● **TASK STATEMENT**: Retype the tail of the data exactly, starting at the line containing "Task: Transcribe the" and stopping at the last line.

*** DATA PROVIDED ***

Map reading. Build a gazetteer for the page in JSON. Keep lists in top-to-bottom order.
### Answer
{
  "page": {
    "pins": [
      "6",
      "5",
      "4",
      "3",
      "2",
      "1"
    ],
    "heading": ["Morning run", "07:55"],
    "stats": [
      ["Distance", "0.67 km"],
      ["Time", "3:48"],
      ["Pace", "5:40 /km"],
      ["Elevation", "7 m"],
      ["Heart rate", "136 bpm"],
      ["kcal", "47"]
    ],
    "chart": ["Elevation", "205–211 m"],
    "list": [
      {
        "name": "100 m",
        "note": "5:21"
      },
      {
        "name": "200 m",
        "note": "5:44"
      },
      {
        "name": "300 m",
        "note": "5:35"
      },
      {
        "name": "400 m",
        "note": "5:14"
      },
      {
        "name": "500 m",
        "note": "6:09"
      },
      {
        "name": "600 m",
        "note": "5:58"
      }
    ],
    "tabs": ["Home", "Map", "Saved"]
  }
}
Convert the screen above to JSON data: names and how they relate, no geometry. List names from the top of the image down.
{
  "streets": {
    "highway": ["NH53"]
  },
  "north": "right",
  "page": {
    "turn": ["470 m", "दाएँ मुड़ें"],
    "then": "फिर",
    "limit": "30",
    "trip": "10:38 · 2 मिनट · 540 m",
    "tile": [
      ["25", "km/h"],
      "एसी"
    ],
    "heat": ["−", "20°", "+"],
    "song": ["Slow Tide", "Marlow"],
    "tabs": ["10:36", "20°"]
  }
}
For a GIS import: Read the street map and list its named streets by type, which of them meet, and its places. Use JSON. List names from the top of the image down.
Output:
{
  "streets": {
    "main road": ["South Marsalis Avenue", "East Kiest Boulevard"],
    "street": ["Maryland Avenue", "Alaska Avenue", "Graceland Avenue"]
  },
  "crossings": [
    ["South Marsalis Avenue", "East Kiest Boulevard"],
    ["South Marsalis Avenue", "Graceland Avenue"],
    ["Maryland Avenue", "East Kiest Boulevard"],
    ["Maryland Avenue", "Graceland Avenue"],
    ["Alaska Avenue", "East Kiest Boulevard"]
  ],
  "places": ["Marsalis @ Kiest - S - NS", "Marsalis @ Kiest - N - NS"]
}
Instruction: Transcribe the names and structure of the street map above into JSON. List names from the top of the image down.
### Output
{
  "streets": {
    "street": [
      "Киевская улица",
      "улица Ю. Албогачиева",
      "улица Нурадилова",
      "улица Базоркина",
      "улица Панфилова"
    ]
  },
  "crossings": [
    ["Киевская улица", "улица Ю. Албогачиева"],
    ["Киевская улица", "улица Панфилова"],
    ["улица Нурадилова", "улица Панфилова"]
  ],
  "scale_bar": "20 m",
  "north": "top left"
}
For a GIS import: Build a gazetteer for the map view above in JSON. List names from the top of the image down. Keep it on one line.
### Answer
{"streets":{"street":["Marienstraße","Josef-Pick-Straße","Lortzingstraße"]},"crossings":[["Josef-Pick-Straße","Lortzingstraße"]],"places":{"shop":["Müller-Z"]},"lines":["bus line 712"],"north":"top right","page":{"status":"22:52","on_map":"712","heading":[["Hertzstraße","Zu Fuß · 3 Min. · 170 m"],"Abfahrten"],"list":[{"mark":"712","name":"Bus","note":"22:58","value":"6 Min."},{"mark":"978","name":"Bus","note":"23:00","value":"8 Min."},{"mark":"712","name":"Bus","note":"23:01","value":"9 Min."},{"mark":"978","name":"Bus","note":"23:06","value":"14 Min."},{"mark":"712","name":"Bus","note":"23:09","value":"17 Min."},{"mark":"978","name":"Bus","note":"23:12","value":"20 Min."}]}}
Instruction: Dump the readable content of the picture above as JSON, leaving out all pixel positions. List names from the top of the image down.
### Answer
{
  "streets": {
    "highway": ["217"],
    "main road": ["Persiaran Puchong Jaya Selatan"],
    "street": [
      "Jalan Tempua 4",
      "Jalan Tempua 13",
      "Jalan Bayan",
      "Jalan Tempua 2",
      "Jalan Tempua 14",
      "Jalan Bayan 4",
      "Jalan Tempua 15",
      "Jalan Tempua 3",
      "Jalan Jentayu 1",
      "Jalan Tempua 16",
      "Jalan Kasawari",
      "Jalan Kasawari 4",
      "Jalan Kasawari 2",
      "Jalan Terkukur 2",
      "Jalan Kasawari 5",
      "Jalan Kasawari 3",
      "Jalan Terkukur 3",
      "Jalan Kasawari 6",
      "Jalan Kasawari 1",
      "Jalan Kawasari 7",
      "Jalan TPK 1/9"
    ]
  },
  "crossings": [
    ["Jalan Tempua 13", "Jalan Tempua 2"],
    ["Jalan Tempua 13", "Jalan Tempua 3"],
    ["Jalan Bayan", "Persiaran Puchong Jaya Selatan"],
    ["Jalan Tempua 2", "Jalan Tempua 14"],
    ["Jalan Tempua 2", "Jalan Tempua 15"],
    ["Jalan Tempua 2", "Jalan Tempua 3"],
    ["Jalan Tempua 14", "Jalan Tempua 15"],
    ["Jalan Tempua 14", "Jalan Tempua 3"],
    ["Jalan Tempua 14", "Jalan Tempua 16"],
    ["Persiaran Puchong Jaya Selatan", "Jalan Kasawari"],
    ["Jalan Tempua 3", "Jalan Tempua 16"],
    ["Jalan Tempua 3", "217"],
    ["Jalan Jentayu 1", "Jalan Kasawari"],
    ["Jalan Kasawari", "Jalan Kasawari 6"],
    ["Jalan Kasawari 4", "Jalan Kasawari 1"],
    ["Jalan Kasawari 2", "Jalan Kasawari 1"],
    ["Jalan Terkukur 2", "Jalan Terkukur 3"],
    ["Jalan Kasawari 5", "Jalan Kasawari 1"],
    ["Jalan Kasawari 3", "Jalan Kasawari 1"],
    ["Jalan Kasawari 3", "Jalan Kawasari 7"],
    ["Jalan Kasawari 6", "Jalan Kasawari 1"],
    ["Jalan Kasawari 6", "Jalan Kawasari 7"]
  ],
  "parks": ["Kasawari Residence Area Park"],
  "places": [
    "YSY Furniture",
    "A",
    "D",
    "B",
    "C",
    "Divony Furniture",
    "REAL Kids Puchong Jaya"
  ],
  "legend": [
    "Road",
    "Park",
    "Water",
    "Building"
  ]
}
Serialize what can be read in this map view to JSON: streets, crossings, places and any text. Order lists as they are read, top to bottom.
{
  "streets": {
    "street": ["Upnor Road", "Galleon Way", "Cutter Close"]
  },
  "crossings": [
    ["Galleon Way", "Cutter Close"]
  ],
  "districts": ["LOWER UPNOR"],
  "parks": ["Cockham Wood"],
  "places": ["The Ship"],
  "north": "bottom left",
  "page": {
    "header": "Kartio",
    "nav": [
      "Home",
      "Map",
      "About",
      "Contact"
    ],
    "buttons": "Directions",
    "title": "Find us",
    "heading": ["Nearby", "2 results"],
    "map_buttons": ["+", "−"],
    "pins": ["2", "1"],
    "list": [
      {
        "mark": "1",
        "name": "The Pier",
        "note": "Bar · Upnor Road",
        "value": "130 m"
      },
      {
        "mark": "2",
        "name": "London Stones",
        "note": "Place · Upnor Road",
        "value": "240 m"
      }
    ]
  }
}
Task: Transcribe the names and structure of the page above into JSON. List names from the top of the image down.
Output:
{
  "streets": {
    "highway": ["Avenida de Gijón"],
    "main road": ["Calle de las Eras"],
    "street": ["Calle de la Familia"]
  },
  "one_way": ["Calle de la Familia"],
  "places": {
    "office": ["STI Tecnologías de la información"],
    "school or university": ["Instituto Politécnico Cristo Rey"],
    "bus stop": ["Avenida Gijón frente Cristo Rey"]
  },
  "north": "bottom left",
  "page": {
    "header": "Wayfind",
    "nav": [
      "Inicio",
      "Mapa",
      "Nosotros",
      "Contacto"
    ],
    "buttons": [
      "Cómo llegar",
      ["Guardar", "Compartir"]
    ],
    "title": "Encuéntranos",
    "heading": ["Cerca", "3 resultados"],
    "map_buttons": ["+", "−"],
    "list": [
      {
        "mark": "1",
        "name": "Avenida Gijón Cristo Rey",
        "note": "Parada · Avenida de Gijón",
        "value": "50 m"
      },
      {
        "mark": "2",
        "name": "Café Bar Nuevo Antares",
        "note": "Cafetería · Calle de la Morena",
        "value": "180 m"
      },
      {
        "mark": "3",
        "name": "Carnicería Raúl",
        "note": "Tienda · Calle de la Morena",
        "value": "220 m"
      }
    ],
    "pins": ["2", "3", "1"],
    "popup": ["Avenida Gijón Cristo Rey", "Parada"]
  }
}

***

● **OUTPUT**:
Task: Transcribe the names and structure of the page above into JSON. List names from the top of the image down.
Output:
{
  "streets": {
    "highway": ["Avenida de Gijón"],
    "main road": ["Calle de las Eras"],
    "street": ["Calle de la Familia"]
  },
  "one_way": ["Calle de la Familia"],
  "places": {
    "office": ["STI Tecnologías de la información"],
    "school or university": ["Instituto Politécnico Cristo Rey"],
    "bus stop": ["Avenida Gijón frente Cristo Rey"]
  },
  "north": "bottom left",
  "page": {
    "header": "Wayfind",
    "nav": [
      "Inicio",
      "Mapa",
      "Nosotros",
      "Contacto"
    ],
    "buttons": [
      "Cómo llegar",
      ["Guardar", "Compartir"]
    ],
    "title": "Encuéntranos",
    "heading": ["Cerca", "3 resultados"],
    "map_buttons": ["+", "−"],
    "list": [
      {
        "mark": "1",
        "name": "Avenida Gijón Cristo Rey",
        "note": "Parada · Avenida de Gijón",
        "value": "50 m"
      },
      {
        "mark": "2",
        "name": "Café Bar Nuevo Antares",
        "note": "Cafetería · Calle de la Morena",
        "value": "180 m"
      },
      {
        "mark": "3",
        "name": "Carnicería Raúl",
        "note": "Tienda · Calle de la Morena",
        "value": "220 m"
      }
    ],
    "pins": ["2", "3", "1"],
    "popup": ["Avenida Gijón Cristo Rey", "Parada"]
  }
}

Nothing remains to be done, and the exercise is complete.